One thing that we already do in Nutch is that we take only a single unique pair of <anchor, hostName> for every incoming link (see Inlinks.getAnchors()). You could further reduce this by using a domain name instead of host name (many spam sites create millions of meaningless subdomains).
Other techniques would require changes in the current format of LinkDb. Assuming you can tag individual spam pages (or spam sites using host-level db of spam features - see here: http://www.nabble.com/Filter-spam-URLs-to14204931.html#a14212919), you could use this information to carry the "spamminess" score attached to inlinks.
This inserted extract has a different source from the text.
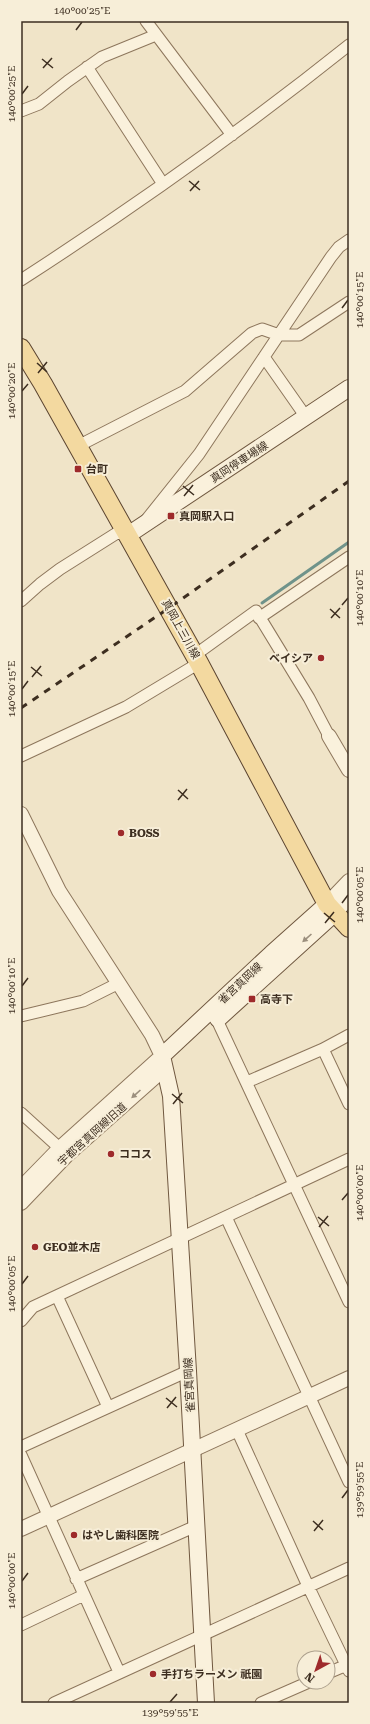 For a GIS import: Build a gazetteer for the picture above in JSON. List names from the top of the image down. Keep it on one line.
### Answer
{"streets":{"main road":["真岡停車場線","真岡上三川線","雀宮真岡線"],"street":["宇都宮真岡線旧道"]},"crossings":[["真岡停車場線","真岡上三川線"],["真岡上三川線","雀宮真岡線"],["雀宮真岡線","宇都宮真岡線旧道"]],"places":{"transit":["台町","真岡駅入口","高寺下"],"other":["ベイシア","BOSS","ココス","GEO並木店","はやし歯科医院","手打ちラーメン 祇園"]},"north":"bottom left","coordinates":["140°00'25\"E","140°00'15\"E","140°00'20\"E","140°00'10\"E","140°00'05\"E","140°00'00\"E","139°59'55\"E"]} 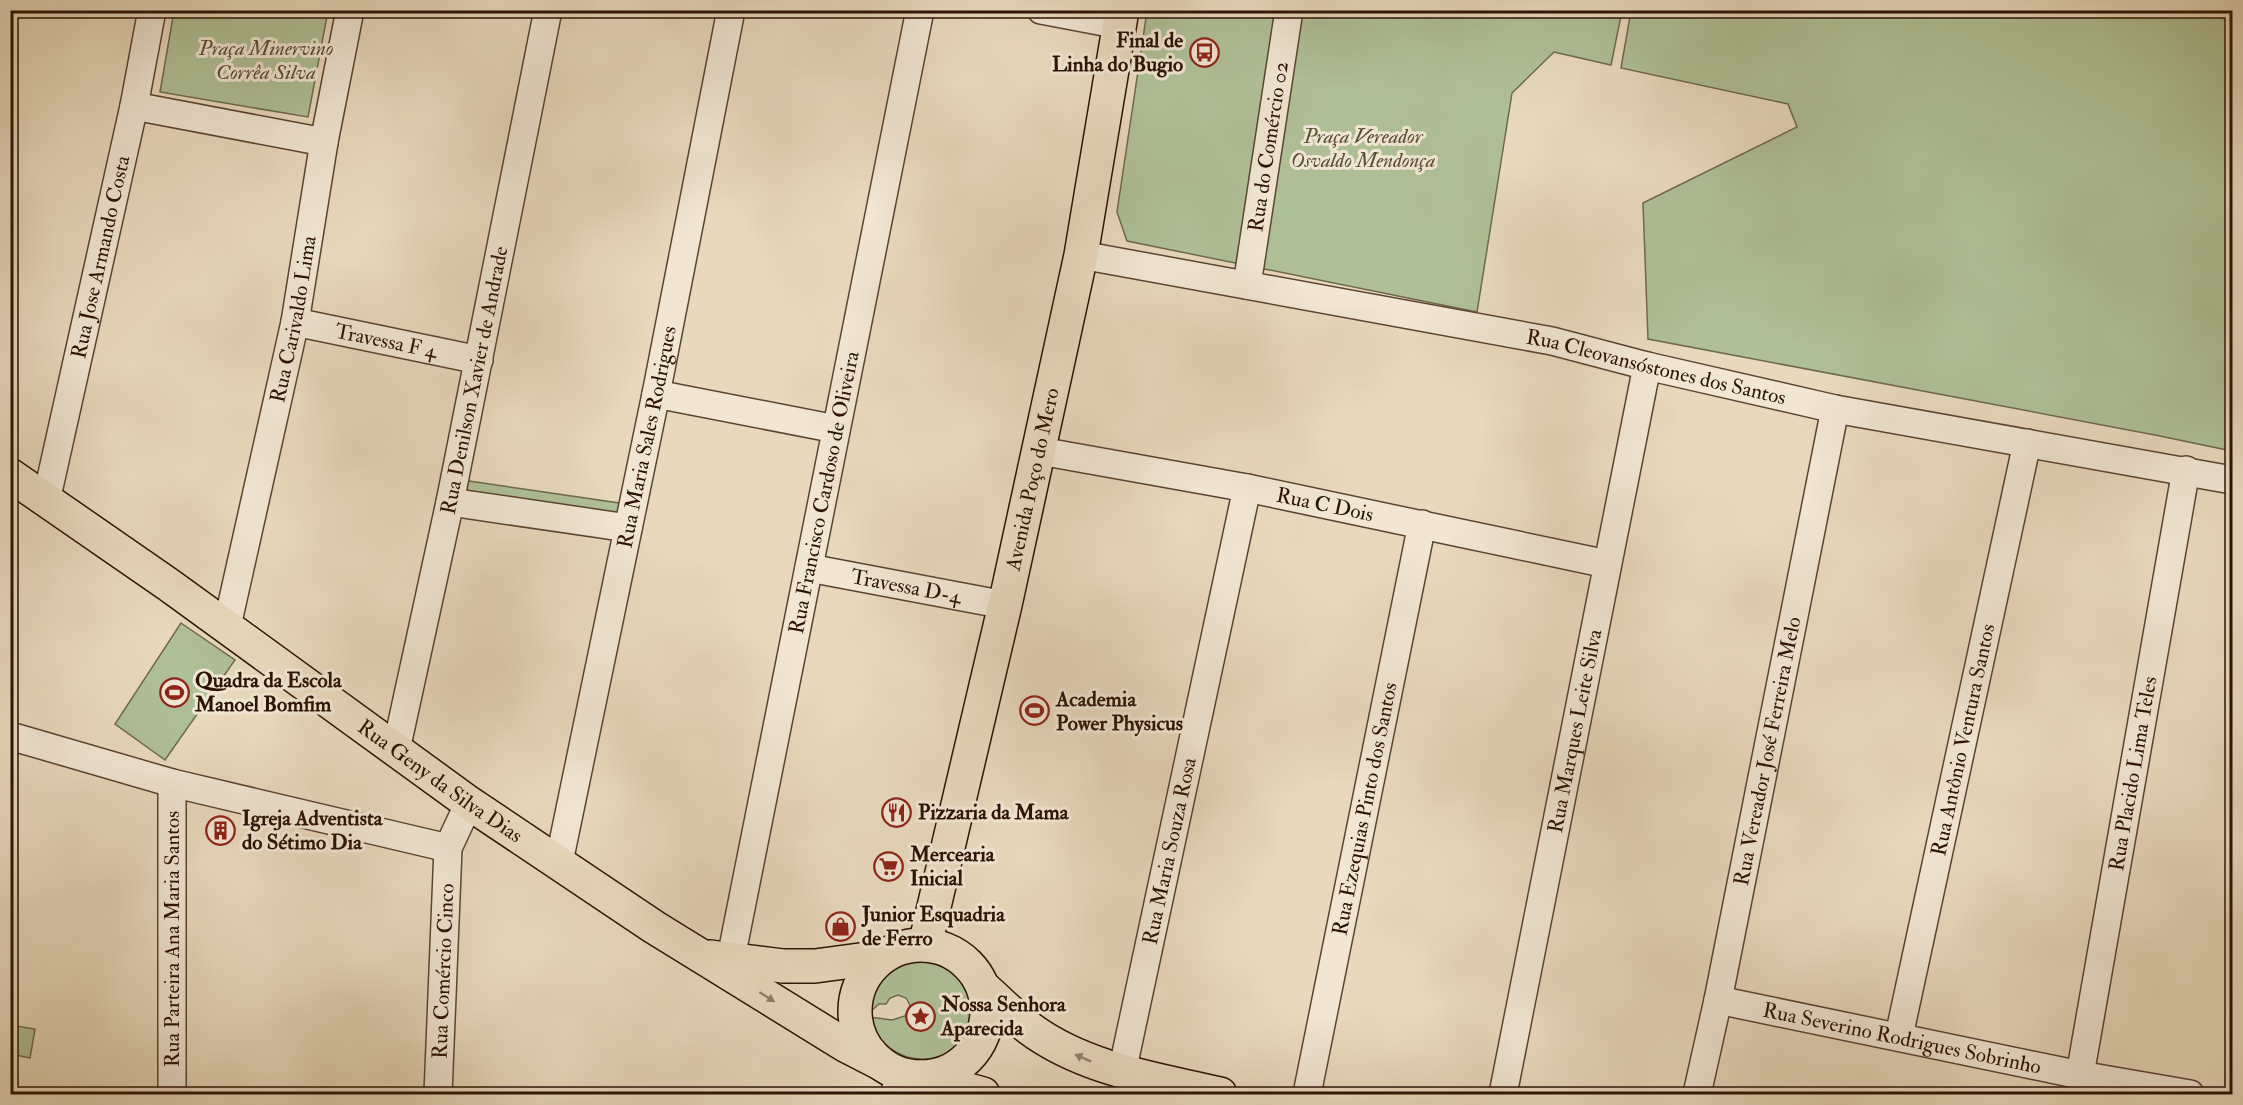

This way you could ignore inlinks coming from dubious sites.
Re: google-bombing: I think the way they fix it is case-by-case ... usually there's a big fuss about a google bomb du jour, and some time later the same trick stops working. It could be an algorithmic improvement - but sets or manually added rules are also a kind of algorithm .. ;)
Thinking about a good-enough heuristic to detect this sort of stuff (at least to alert the human operator about a possible problem): if there is a large number of anchors with the same terms, and they point to a page that doesn't contain such terms (or hyponyms of anchor terms), then it's likely a google bomb. What do you think?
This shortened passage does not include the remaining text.